Scaling behavior of the primal code (a) and scaling factors for the most-passive AD variant (b).

Fig. 7.
figure 7

Forward and reverse run time and scaling factor for the most-passive variant.

6 Conclusions and Future Work

Patient-specific simulations in cardiac electrophysiology require patient-specific conductivity parameters which are not accurately available in vivo. In this article, we have shown algorithms and a proper software stack for improving the given conductivity parameters by minimizing the squared distance between the measured solution and the Eikonal computed solution. An efficient parallelized Eikonal solver has successfully been coupled with the AD tool to not only speed up the optimization, but also to get more accurate answers. As demonstrated by carrying out numerical run time tests, the scaling behavior of the tangent model implementation is similar to the original scaling behavior. The adjoint model on the other hand only scales up to a small amount of cores with the current approach. Nonetheless, small to medium sized problems can be processed much faster using the adjoint model implementation.

Further work needs to be done towards a scalable adjoint model implementation not only for use with OpenMP but special care needs to be taken for getting a working GPU adjoint. Usually, adjoint GPU code cannot be generated automatically but has to be written by hand. Nonetheless, there exist tools that support the developer in writing adjoint GPU code, e.g., using source transformation [8] or overloading [11]. None of those tools are as automatic as state-of-the-art tools for CPU code currently are. In addition, we are considering an analytic approach to compute the gradient using the adjoint-state method [21]. The analytic approach shall not suffer from excessive memory requirements as does the adjoint model using AD tool [16]. From the problem definition perspective, the decomposition with equally sized subdomains where the regularization holds is not only much more accurate, but it also converges in fewer iterations.
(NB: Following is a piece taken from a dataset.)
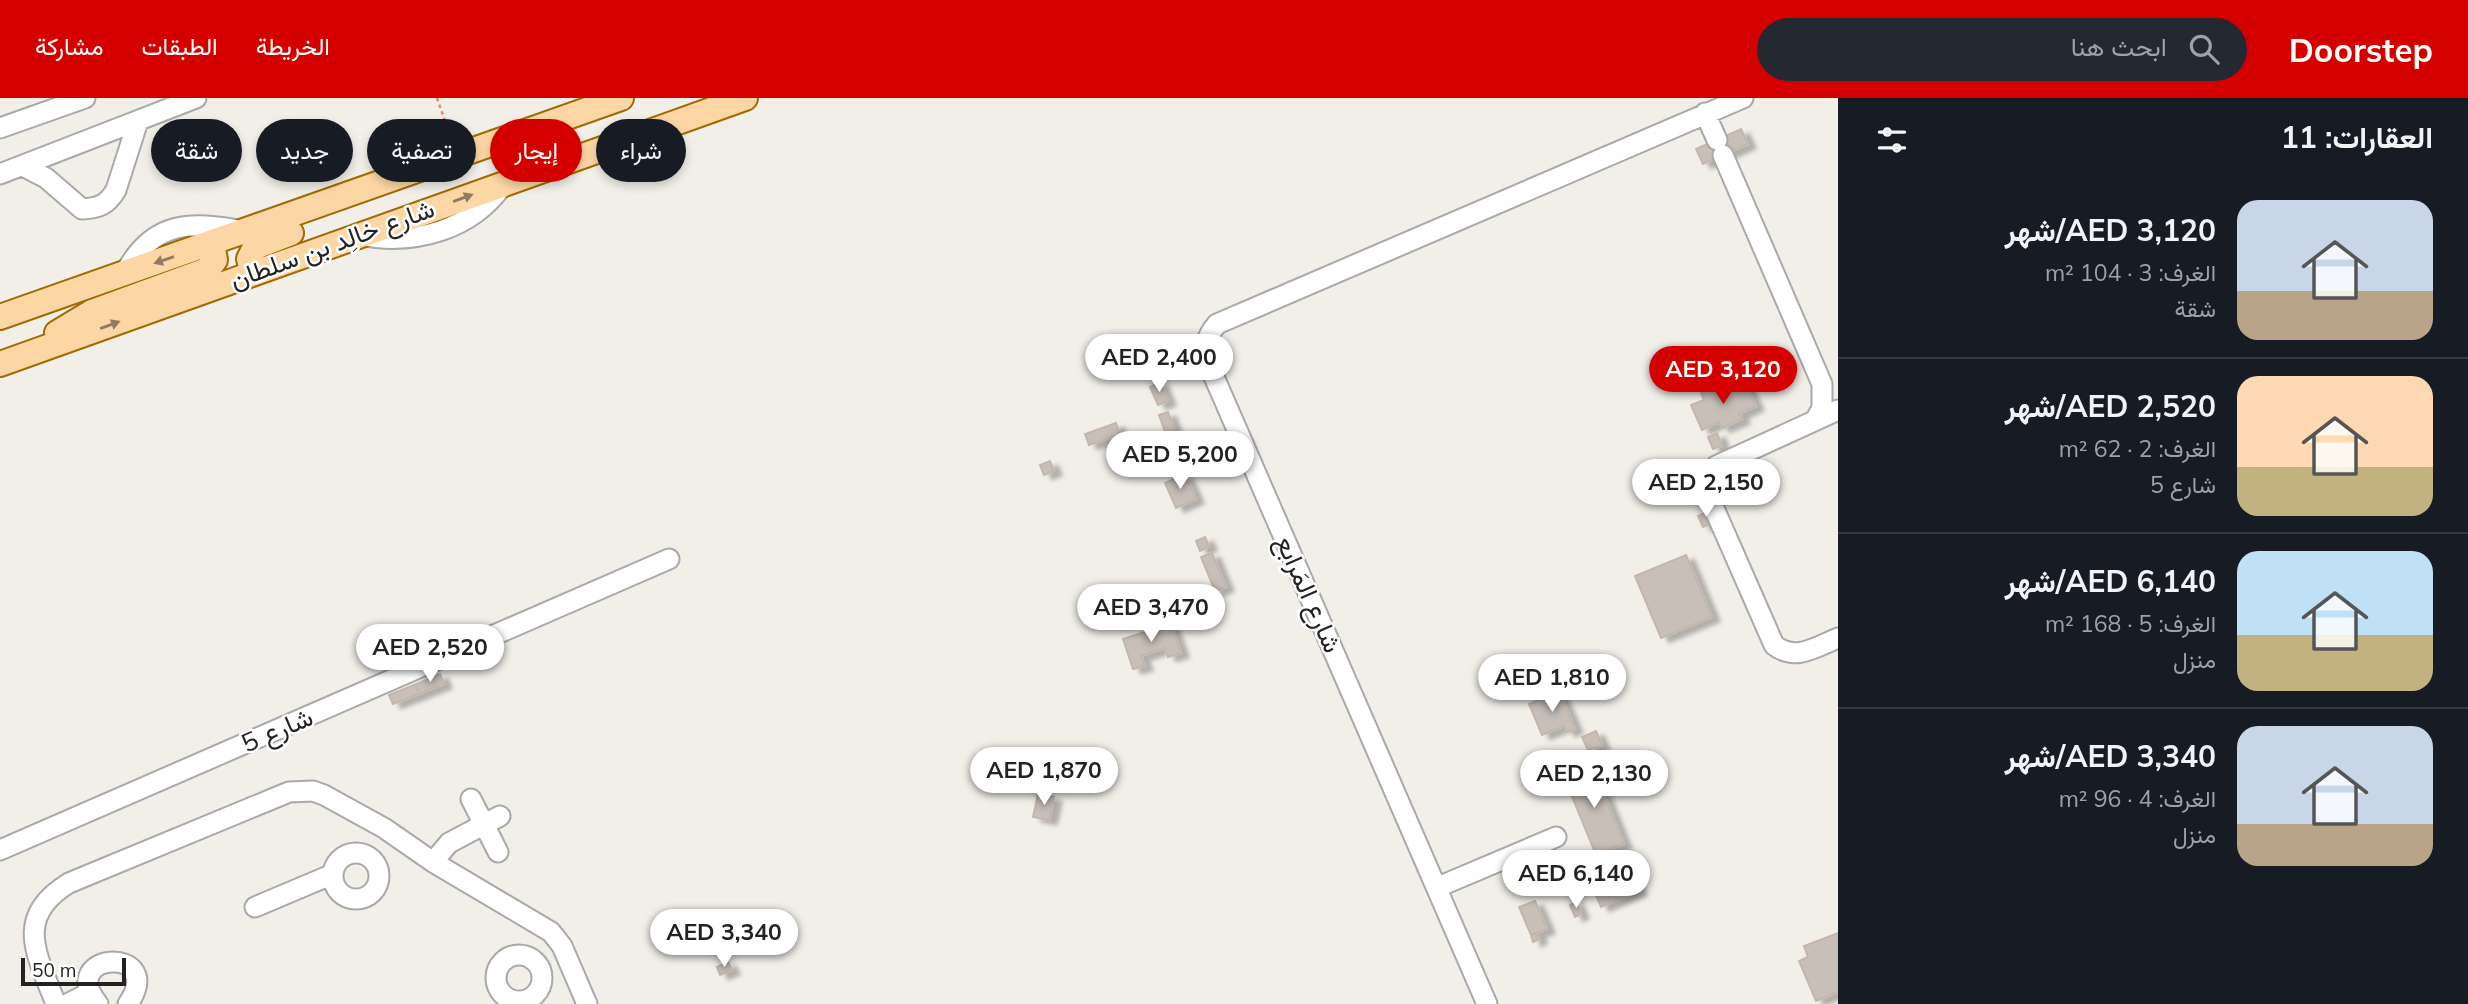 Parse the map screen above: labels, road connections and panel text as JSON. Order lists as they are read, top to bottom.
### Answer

It is preferable to the pure physiological decomposition. Mapping the equal sizes subdomains to the physiology is ongoing work. Possible solution strategies could be:

  • Refine the physiologically based material domain decomposition.

  • Interpret the information \( \frac{dy}{dM} \) returned without additional costs from the adjoint model.

The first idea relates to the equally sized subdomains. It means that we split the larger subdomains into smaller subdomains similar to the smallest one and preserve the same scaling parameter therein to end up with equally sized subdomains in which case the regularization holds. The second idea tells us what the problem is and leads the way to a more global regularization which shall apply in all cases. The information returned without additional costs from the adjoint model, \( \frac{dy}{dM} \), shows how each component of the velocity information changes for each tetrahedron. This sensitivity analysis from the detailed element-wise information shall give us hints for an improved regularization.